Data Sharers and Irresponsible Carers: The Sadness of an Era.




There has been an overload of data (over)sharing/data leakage stories in the media as we approach the GDPR deadline on May 25th. Maybe specifically so, in order to cleanse organisations before they get penalised more stringently. But it was a quote from the fantastic speech by StopFake's Olga Yurkov at #TED2018 that really got me thinking. The quote was this: 


‘People no longer know what is real and what is fake and a lot of people have stopped believing anything at all. This is even more dangerous’ 

Life Tells Me So


As Mum to a teenager, I can tell you that this upcoming generation share their data happily and widely. A veritable 'Open Banking' dream. 

In stark contrast to the hype-scare-shock stories thrown about by the more unscrupulous media, this generation DO understand the ramifications and pitfalls of sharing. And sadly - albeit wisely - they don’t do it with the expectation that nothing will ever be leaked, that trust is given. They do it purely because that’s how life is for them. They share to participate, to be there. To matter.


But they have FAR less loyalty than those of us who have gone before and they generally meet with change far more willingly. Cross them and you’ll pay the price as the likes of Zuckerberg are finding out to their cost, with 1 in 10 Americans quoted as deleting their facebook profiles. There are always other options out there - like Vero for the Facebook disgruntled - and they’re being adopted by younger people, because they got stung. 

But how do we get away from this era of fake news, data meaninglessness, a total loss of faith and the feeling that you can’t believe anything at all?


The Sadness of an Era

In my opinion, it’s the sadness of an era - that data sharers have been 'had-over' by irresponsible carers, to the point where we now have a generation who don’t believe a damned thing. For the young to question things is very natural and encourageable. For the young to have no belief in anything because they can’t be sure of the integrity of anything at all is disheartening, in the extreme. 

In my lectures, there used to be one unquestionable truth (unless - like me - you took Philosophy with Dr Mettler, when everything was of questionable descendancy). 

A fact. 


What are Facts Today?

What constitutes a fact in this day and age?
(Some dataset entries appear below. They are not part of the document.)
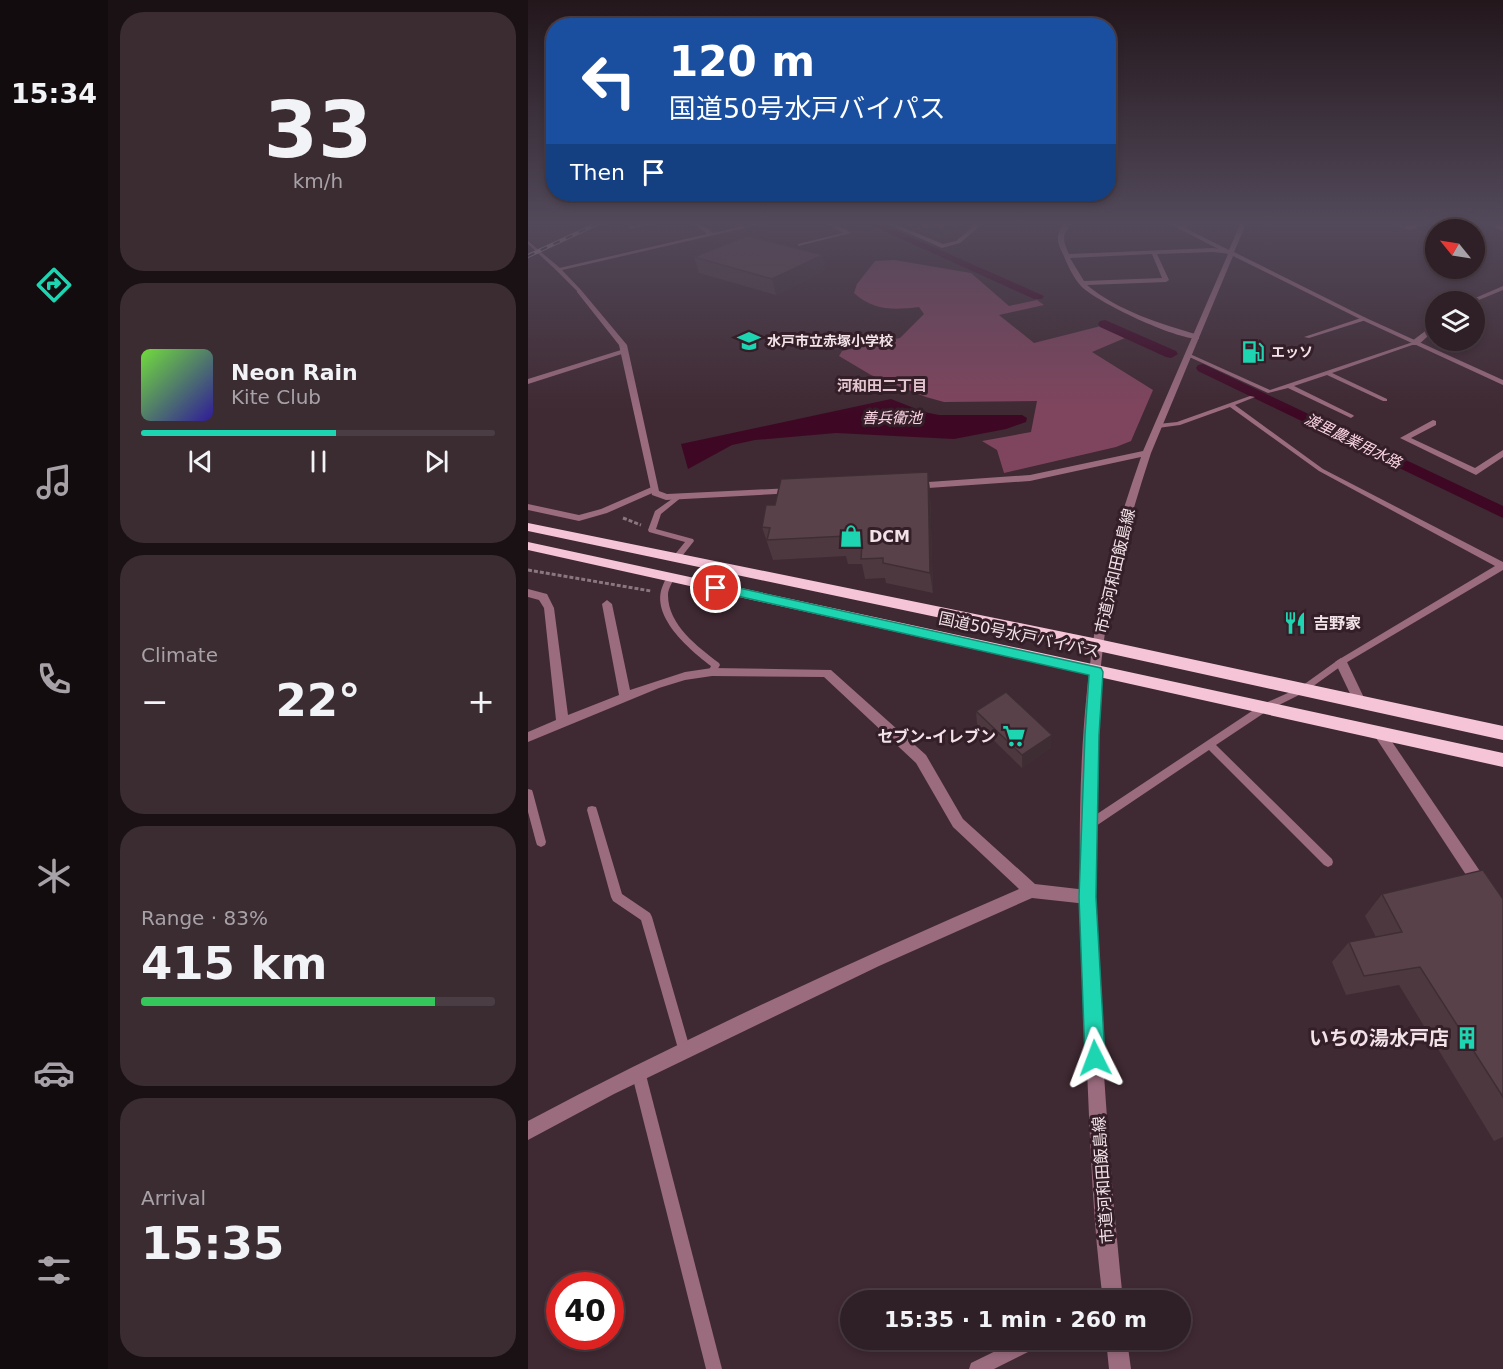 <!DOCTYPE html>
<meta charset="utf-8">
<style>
:root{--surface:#2f1f26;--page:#3b2c32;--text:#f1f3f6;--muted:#a7a2a7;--line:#4a3d43;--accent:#1dd5b1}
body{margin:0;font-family:"DejaVu Sans","Noto Sans JP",sans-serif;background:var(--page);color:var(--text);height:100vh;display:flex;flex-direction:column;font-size:22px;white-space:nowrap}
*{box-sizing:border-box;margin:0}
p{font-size:20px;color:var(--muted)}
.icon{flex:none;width:33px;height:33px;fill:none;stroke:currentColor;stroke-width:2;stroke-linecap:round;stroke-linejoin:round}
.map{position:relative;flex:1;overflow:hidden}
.side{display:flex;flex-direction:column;gap:12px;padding:12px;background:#1a1115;width:420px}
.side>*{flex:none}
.hud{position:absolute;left:18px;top:18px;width:570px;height:183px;border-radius:24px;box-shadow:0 3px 9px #0003,0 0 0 2px var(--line);background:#1a4fa0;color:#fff;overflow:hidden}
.needle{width:39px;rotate:300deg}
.tools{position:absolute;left:897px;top:219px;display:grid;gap:12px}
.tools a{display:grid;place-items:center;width:60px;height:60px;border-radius:50%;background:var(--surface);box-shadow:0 3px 9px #0003,0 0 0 2px var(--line);font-size:30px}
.speed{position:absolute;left:18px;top:1272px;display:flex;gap:12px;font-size:30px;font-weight:700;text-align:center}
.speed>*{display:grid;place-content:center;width:78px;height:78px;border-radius:50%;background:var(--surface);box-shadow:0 3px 9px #0003,0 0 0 2px var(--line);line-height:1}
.speed .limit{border:9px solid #d22;background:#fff;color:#111}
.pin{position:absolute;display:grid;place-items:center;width:51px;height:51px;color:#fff;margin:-26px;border:3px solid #fff;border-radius:50%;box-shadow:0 2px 6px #0007}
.me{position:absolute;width:66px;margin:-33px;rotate:357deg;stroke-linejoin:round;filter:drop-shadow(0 0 4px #0008)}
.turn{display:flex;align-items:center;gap:21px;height:126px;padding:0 24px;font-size:27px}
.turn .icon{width:78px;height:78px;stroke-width:2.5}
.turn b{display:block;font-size:42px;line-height:51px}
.then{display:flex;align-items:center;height:57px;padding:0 24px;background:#0003;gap:12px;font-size:22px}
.big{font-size:45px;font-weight:700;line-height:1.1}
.side .card{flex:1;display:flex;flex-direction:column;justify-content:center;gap:9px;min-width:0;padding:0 21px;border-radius:24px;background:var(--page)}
.side .dial{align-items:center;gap:0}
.dial b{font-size:78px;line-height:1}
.song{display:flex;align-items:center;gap:18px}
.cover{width:72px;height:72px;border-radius:9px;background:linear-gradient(135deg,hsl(100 70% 55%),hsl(250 70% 35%))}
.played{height:6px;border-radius:3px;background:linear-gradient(90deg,var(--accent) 55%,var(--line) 55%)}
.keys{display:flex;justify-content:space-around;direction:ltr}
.heat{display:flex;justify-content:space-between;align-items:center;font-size:33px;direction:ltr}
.charge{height:9px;border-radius:4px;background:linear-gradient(90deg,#34c759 83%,var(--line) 0)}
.trip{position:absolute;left:312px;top:1290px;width:351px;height:60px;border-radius:30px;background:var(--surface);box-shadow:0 3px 9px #0003,0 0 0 2px var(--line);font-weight:700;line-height:60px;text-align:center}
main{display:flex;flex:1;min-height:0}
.dock{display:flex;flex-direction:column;width:108px;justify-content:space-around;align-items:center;background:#130c0f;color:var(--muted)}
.dock .icon{width:42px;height:42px}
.dock .on{color:var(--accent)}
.dock b{font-size:27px;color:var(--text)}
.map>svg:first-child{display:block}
</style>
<main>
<nav class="dock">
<b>15:34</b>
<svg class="icon on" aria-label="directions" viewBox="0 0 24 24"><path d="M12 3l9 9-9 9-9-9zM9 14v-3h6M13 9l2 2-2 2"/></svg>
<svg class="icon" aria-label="music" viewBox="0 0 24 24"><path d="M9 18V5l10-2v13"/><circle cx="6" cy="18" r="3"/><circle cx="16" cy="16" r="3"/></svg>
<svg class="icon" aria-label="phone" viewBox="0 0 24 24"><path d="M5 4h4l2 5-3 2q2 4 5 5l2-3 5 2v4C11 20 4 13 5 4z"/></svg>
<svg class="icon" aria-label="climate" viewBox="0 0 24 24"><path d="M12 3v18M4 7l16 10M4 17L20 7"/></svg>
<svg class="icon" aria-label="car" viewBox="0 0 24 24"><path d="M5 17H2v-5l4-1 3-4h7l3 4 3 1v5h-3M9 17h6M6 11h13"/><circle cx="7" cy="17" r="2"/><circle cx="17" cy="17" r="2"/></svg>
<svg class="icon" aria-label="filters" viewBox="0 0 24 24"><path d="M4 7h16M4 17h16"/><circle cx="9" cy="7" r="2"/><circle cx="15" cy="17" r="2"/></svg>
</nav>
<section class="side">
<div class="card dial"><b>33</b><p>km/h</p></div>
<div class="card">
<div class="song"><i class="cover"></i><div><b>Neon Rain</b><p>Kite Club</p></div></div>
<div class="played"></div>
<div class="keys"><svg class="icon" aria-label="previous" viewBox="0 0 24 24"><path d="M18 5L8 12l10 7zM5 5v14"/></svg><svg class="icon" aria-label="pause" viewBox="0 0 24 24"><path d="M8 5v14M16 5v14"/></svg><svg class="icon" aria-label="next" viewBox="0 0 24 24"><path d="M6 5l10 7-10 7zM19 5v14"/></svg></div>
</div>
<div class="card"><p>Climate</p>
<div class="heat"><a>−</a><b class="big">22°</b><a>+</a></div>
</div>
<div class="card"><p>Range · 83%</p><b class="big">415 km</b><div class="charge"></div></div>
<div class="card"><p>Arrival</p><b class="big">15:35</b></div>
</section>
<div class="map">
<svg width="975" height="1369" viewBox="0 0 975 1369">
<rect width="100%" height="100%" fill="#3f2932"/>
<path fill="#80455e" d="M366,260L443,273L481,306L509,300L516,305L471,315L506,343L573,326L597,338L564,352L625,390L603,441L588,447L476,473L469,450L454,441L503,432L509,401L416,402L398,397L343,375L311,356L314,351L372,338L396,314L391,307C366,310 346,311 326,293L329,284L347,261Z"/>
<polygon fill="#3e0824" points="363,399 396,412 411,415 494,415 499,418 498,422 478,429 426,439 308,433 227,440 204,445 160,469 153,444"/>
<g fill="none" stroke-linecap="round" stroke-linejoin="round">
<g fill="#3e0824" fill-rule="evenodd">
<polygon points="336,222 349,222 516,296 514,299 506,299"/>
<polygon points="577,320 648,351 650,354 643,358 638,357 572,327 570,324 572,321"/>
<polygon points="675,364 975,506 975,518 670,371 668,368 670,365"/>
</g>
<g stroke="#89767e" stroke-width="3" stroke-dasharray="4 2" stroke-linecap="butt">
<polyline points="95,518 113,525"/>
<polyline points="0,570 123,591"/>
</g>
<g fill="#9b6b7e" fill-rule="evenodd">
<polygon points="0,241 32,268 32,270 28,270 0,244"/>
<polygon points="836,317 839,319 838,320 781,338 776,337"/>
<polygon points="885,342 890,343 804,373 859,399 859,401 855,401 799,375 766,386 825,415 826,416 823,418 760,388 740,393 657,355 662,354 742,390"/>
<polygon points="722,396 727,397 707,405 795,469 975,562 975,570 816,664 777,692 739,711 688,745 804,859 805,862 804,865 800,867 796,865 681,750 565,828 561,830 557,828 556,825 557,822 733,705 771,688 810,660 967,566 791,471 702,407 652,425 630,428 627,426 630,424 649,422"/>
<polygon points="151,494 155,496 133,514 128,529 165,539 166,541 151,560 148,560 144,558 157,542 121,532 120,530 127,511"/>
<path d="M143,574L147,577C144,583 140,589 140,595C140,625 170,647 191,663L192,665L187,674H181L180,672L183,666C162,650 121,616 135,585C137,580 139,577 143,574Z"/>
<polygon points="0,789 4,790 5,793 18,842 17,845 13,847 9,845 8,842 0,812"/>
<polygon points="64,806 68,807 69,810 94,894 122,913 124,917 163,1052 162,1057 157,1058 152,1057 151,1052 113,920 85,901 83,897 59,810 60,807"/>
<polygon points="111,1068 116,1070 118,1075 194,1369 178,1369 104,1075 106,1070"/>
<polygon points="490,1340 514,1340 512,1346 466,1369 441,1369 443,1363"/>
</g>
<g fill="#9b6b7e" fill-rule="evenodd">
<polygon points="120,222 130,222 103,229 100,227"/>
<polygon points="164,222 170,222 185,233 234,222 243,222 34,270 53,290 53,292 51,293 27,269 179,234"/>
<polygon points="297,222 304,222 323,233 270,246 270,244 315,233"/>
<path d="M539,222H545C534,233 534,240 541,254L685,248L704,251L702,254L685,252L629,254L641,280L638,282L559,285C590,311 633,324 671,335V339C647,339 570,303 553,286C545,277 540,266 535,254C528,241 527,233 539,222ZM624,254L634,278L556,281L542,258Z"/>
<path d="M857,222C866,222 874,226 882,226C889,226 895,222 902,222L883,230Z"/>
<polygon points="953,222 961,222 975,227 975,231"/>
<polygon points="975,286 975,290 946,302 938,302"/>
<polygon points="908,323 908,329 890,345 884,345 884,341"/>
<polygon points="93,350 100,352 0,384 0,379"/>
<polygon points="905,420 908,421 908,425 883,438 947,468 975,450 975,457 948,475 872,438"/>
<polygon points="126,486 129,487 129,491 79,513 51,521 0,510 0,504 51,515 73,509"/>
<path d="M0,589L19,594L26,608L40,715L91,695L74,604L79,600L84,604L102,690L157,672L184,668L303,670L398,755L435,819L507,884L559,890L564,892L566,897L564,902L559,904L504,898L351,966L86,1094L0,1140V1121C160,1036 325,961 491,889L425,827L388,763L296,677L184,676L157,680L131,688L0,742V732L28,720L16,608L11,600L0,597Z"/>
<polygon points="813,658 819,662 838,702 836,705 828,705 826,702 807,662"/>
<polygon points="852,729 856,730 958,880 960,885 958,890 953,892 948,890 848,738 846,734 848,730"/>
</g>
<g fill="#9b6b7e" fill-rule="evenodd">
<polygon points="355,222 362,222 415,244 428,241 451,222 457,222 432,243 414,248"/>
<path d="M638,222H645L701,250L713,222H719L706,252L838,318L975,380V385L834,320L705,256L623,453C605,508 589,563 579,620C564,712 566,808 568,901C572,1034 581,1168 595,1300H575C564,1217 562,1132 558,1048C551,907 545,762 568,623C577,566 594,511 613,457L502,481L386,489L381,486L386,483L502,475L615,451L700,254Z"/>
<polygon points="49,290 53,290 99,345 131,491 139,494 264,488 267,489 267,493 138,500 124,495 91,345 49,292"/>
<polygon points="578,1340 599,1340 603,1369 581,1369"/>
</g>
<g fill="#f6c4d7" fill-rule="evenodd">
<polygon points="0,523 570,639 975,726 975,740 570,651 0,531"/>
<polygon points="0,542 975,753 975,767 0,550"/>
</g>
<g stroke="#b5a4aa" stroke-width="4">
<polyline id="rail" points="0,256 73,222"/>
</g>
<use href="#rail" stroke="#341f28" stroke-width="2" stroke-dasharray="7" stroke-linecap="butt"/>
</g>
<g fill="#4d3840">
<polygon points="380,222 439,222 418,237 412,239 380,224"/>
<polygon points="166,257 298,270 248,295 171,273"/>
<polygon points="400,472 402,492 405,593 358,583 357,578 337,579 334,564 320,564 318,556 245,560 234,527 247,505"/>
<polygon points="448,711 523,747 494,768 449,724"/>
<polygon points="854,894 975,899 975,1137 966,1141 871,985 818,995 804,962 821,942 848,937 837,916"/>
</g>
<g fill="#3e2e34">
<polygon points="424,222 439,222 418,237 412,239 411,229"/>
<polygon points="295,255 298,270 248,295 244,279"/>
<polygon points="400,472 402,492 405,593 402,573"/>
<polygon points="524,735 523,747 494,768 494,755"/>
</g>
<g fill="#59414a" stroke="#3e2e34" stroke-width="1.5">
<polygon points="396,222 424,222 417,227 411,229"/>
<polygon points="219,236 295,255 244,279 166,257"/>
<polygon points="400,472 402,573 355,563 355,558 333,559 334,544 316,544 318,536 239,540 242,528 234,527 238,505 247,505 253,479"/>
<polygon points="478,692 524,735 494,755 448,711"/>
<polygon points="955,870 975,899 975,1097 892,967 836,976 821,942 874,932 854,894"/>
</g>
<linearGradient id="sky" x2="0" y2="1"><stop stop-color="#23171c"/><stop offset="0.54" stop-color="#52495a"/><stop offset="1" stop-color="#52495a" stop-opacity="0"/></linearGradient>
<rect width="975" height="413" fill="url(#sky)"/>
<polygon fill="#1dd5b1" stroke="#138a73" stroke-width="1.5" points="188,583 573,668 575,672 571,735 568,897 577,1058 574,1065 567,1068 560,1065 557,1058 551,897 557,735 561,675 183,590 182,588"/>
<defs>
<g id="school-bare" transform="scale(1.8)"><path d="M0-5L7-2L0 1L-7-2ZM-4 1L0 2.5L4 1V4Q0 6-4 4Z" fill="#1dd5b1" stroke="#341f28" stroke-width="2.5" paint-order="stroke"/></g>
<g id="fuel-bare" transform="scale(1.8)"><path d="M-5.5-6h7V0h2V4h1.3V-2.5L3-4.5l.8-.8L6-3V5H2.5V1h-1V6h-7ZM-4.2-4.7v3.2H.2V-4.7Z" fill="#1dd5b1" stroke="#341f28" stroke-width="2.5" paint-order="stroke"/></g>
<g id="shop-bare" transform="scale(1.8)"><path d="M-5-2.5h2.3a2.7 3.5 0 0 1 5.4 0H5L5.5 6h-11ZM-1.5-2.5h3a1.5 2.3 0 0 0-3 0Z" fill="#1dd5b1" stroke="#341f28" stroke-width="2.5" paint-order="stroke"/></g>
<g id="restaurant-bare" transform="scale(1.8)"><path d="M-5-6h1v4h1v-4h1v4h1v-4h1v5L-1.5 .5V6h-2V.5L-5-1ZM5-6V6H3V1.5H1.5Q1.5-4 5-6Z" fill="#1dd5b1" stroke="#341f28" stroke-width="2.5" paint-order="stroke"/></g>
<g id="supermarket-bare" transform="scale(1.8)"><path d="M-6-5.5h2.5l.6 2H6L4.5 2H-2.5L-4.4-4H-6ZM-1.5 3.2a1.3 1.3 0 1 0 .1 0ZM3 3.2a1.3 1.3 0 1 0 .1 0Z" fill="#1dd5b1" stroke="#341f28" stroke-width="2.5" paint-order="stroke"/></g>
<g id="building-bare" transform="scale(1.8)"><path d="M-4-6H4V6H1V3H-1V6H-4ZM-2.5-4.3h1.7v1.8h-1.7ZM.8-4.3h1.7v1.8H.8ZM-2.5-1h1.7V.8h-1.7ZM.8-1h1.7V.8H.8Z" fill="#1dd5b1" stroke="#341f28" stroke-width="2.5" paint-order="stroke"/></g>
</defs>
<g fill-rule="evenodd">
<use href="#school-bare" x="221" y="341"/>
<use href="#fuel-bare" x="725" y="352"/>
<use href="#shop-bare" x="323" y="536"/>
<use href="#restaurant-bare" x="767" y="623"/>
<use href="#supermarket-bare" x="486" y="736"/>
<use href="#building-bare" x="939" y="1038"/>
</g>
<g text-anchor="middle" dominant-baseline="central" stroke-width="6" stroke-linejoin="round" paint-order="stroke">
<g font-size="14" font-weight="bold" fill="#f2e3e8" stroke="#341f28" text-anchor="start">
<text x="239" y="341">水戸市立赤塚小学校</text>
<text x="743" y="352">エッソ</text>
</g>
<g font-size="15" font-weight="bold" fill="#e2c5cf" stroke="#341f28">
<text x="354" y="386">河和田二丁目</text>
</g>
<g font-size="15" font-style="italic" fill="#fbd5e3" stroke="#341f28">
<text x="364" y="418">善兵衛池</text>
<text transform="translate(825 441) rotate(26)">渡里農業用水路</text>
</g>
<g font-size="16" font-weight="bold" fill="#f2e3e8" stroke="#341f28" text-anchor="start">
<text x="341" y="536">DCM</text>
<text x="785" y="623">吉野家</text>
<text x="468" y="736" text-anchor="end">セブン-イレブン</text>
</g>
<g font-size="16" fill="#f2e3e8" stroke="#341f28">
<text transform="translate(587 571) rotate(-77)">市道河和田飯島線</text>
<text transform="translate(491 635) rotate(12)">国道50号水戸バイパス</text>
<text transform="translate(575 1180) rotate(-94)">市道河和田飯島線</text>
</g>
<g font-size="20" font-weight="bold" fill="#f2e3e8" stroke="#341f28" text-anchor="end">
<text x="921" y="1038">いちの湯水戸店</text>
</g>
</g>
</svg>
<div class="tools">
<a><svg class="needle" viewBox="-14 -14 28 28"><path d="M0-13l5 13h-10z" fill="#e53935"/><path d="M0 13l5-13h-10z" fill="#a7a2a7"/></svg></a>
<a><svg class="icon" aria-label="layers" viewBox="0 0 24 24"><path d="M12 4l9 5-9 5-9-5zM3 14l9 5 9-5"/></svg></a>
</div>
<div class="speed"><div class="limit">40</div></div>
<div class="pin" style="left:188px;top:588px;background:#d93025"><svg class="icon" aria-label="arrive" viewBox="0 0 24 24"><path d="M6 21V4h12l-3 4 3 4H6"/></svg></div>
<svg class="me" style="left:567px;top:1058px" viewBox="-20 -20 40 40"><path d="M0-17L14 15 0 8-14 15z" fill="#1dd5b1" stroke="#fff" stroke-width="4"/></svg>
<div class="trip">15:35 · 1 min · 260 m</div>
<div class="hud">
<div class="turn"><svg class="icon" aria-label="left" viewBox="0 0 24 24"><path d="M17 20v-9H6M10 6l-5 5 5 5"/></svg><div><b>120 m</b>国道50号水戸バイパス</div></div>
<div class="then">Then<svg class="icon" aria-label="arrive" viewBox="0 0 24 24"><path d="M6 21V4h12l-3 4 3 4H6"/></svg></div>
</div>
</div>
</main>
Where can you find them? How can you be sure that when you consume data that these are facts you are reading? Does the term fact even mean anything any more?

How do we get back to a point where data is absolute and trustworthy? The innate nature of the word.


A Plausible Solution

Of course, companies like Facebook are now adding to the existing (albeit previously sub-standard) ability for consumers to manage their own data privacy and sharing rights. But statistics show us that this is a poor bet - and if you're in any doubt, please go and look at the complexity that Facebook just added to 'where is my data shared'. I'm a technologist and even I spent a good forty-five minutes trying to determine the ramifications of what on earth it all really meant.


Future trust lies in technologies such as blockchain, which can help hugely. Distributed responsibility over permission-based ledgers, with shared authority for data integrity. A world where data can be trusted because it’s been verified by numerous sources and is - for the most part - immutable. A technology that can share facts between various parties, as the upcoming generation demand; not keeping data siloed, but guaranteeing its authenticity.


It is incredibly sad in this age of 'Technological Utopia' that what we have based our world on for thousands of years, what the internet tried to proliferate to the masses, is now all up for debate because we failed to police the parentage - the birth data - of ‘facts’. 


We can right this, but we have a closing window of trust. We need to act now.